* **What you need to do**
Among the entries below, count the lines containing the string "Halogen". Only the count is needed.
####
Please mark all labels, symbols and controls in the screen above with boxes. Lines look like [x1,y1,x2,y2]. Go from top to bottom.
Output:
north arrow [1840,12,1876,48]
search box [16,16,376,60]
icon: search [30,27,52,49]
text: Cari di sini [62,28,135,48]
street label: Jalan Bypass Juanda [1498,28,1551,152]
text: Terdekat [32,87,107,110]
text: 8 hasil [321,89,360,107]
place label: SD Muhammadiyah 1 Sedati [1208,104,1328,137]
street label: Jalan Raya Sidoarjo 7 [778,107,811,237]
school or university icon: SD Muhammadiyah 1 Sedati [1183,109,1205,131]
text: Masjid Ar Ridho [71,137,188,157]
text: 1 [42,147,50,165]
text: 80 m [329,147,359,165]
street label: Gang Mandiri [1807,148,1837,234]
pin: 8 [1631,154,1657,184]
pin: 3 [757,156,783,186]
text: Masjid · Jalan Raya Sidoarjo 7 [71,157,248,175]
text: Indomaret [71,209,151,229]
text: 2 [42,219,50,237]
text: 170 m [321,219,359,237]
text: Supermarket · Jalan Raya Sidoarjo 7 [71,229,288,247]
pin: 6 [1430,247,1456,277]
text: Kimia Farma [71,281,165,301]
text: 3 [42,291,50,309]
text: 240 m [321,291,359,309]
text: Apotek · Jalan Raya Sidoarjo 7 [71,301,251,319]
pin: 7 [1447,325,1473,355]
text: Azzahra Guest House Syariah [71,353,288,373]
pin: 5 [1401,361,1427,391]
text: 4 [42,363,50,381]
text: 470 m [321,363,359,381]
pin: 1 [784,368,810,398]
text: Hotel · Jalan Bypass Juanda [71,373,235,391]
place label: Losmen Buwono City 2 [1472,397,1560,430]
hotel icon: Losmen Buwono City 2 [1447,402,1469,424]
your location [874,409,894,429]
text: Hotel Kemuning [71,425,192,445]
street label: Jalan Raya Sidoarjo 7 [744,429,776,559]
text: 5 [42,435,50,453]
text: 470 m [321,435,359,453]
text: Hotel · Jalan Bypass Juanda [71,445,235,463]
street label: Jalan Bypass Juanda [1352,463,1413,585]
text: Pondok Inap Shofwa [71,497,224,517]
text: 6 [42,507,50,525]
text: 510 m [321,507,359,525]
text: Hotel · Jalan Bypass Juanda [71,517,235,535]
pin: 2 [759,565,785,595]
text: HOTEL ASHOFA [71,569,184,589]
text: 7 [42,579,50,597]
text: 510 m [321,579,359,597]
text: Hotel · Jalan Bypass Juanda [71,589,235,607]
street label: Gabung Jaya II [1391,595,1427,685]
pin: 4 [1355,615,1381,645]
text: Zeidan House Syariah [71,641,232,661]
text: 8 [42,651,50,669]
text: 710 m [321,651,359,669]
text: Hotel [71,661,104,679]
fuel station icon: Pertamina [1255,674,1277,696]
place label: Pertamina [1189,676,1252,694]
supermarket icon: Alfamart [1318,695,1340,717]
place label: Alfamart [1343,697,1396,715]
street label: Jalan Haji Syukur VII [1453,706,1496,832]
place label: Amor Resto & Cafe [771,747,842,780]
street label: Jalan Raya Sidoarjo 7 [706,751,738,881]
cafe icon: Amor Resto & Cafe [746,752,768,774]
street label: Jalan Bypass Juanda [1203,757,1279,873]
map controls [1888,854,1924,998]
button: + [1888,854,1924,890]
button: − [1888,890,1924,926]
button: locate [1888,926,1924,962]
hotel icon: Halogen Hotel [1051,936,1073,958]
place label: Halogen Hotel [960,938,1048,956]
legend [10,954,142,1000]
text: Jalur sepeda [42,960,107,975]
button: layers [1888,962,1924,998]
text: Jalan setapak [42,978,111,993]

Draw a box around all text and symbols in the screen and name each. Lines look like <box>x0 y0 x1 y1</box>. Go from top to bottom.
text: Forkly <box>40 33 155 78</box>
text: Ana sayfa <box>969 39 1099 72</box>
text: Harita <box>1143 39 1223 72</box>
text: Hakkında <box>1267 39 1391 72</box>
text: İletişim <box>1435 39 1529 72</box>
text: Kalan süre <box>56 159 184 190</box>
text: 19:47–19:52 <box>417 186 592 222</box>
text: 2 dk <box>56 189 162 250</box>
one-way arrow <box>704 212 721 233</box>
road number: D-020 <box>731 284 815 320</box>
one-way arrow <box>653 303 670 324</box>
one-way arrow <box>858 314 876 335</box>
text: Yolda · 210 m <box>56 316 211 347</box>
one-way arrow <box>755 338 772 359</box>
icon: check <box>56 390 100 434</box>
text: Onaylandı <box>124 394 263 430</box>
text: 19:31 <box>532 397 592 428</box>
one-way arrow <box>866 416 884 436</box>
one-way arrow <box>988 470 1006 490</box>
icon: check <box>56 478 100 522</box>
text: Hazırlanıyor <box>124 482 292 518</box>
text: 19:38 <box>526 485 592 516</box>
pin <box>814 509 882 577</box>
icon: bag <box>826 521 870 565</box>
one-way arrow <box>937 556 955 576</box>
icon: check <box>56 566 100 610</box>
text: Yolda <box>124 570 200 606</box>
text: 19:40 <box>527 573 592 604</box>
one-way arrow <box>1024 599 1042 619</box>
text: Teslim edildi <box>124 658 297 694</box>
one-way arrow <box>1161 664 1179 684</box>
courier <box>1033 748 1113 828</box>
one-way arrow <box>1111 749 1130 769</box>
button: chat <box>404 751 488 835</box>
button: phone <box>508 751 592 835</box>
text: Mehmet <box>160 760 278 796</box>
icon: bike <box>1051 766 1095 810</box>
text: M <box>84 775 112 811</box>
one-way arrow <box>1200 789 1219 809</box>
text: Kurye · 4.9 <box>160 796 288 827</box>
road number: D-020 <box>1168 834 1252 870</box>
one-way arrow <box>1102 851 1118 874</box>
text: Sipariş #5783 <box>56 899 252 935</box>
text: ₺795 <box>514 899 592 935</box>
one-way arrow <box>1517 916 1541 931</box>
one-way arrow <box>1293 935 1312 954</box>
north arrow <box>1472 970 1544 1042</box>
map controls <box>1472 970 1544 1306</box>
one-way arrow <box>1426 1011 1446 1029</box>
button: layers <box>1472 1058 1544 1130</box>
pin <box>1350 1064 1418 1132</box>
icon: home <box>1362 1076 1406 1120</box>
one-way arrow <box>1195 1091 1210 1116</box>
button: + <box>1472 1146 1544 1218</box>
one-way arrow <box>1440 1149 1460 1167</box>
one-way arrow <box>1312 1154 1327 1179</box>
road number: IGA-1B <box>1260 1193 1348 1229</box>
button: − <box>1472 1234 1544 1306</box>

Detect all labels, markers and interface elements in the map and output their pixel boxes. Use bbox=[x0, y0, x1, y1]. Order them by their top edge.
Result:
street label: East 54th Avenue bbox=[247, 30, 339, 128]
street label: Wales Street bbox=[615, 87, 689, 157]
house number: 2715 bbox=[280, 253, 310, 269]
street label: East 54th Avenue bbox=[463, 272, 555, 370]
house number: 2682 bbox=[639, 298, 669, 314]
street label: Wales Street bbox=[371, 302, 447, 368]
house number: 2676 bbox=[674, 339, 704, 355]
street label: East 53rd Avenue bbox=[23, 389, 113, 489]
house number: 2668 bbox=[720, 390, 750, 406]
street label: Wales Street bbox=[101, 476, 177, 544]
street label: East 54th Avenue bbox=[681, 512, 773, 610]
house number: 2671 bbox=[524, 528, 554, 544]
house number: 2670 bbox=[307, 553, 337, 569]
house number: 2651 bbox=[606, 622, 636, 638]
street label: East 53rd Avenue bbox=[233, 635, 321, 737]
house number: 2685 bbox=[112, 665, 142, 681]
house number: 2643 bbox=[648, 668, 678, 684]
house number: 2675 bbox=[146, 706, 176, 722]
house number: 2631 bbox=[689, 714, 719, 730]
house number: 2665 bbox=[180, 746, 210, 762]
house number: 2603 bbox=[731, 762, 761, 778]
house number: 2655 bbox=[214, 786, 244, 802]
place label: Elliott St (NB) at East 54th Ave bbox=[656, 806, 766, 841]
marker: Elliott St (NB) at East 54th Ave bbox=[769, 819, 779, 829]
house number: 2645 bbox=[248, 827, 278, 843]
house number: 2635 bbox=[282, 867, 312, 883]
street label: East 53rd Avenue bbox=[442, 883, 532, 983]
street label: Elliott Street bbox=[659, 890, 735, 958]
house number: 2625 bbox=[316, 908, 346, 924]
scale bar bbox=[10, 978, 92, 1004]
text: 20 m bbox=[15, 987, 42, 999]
####
* **Written reply**
2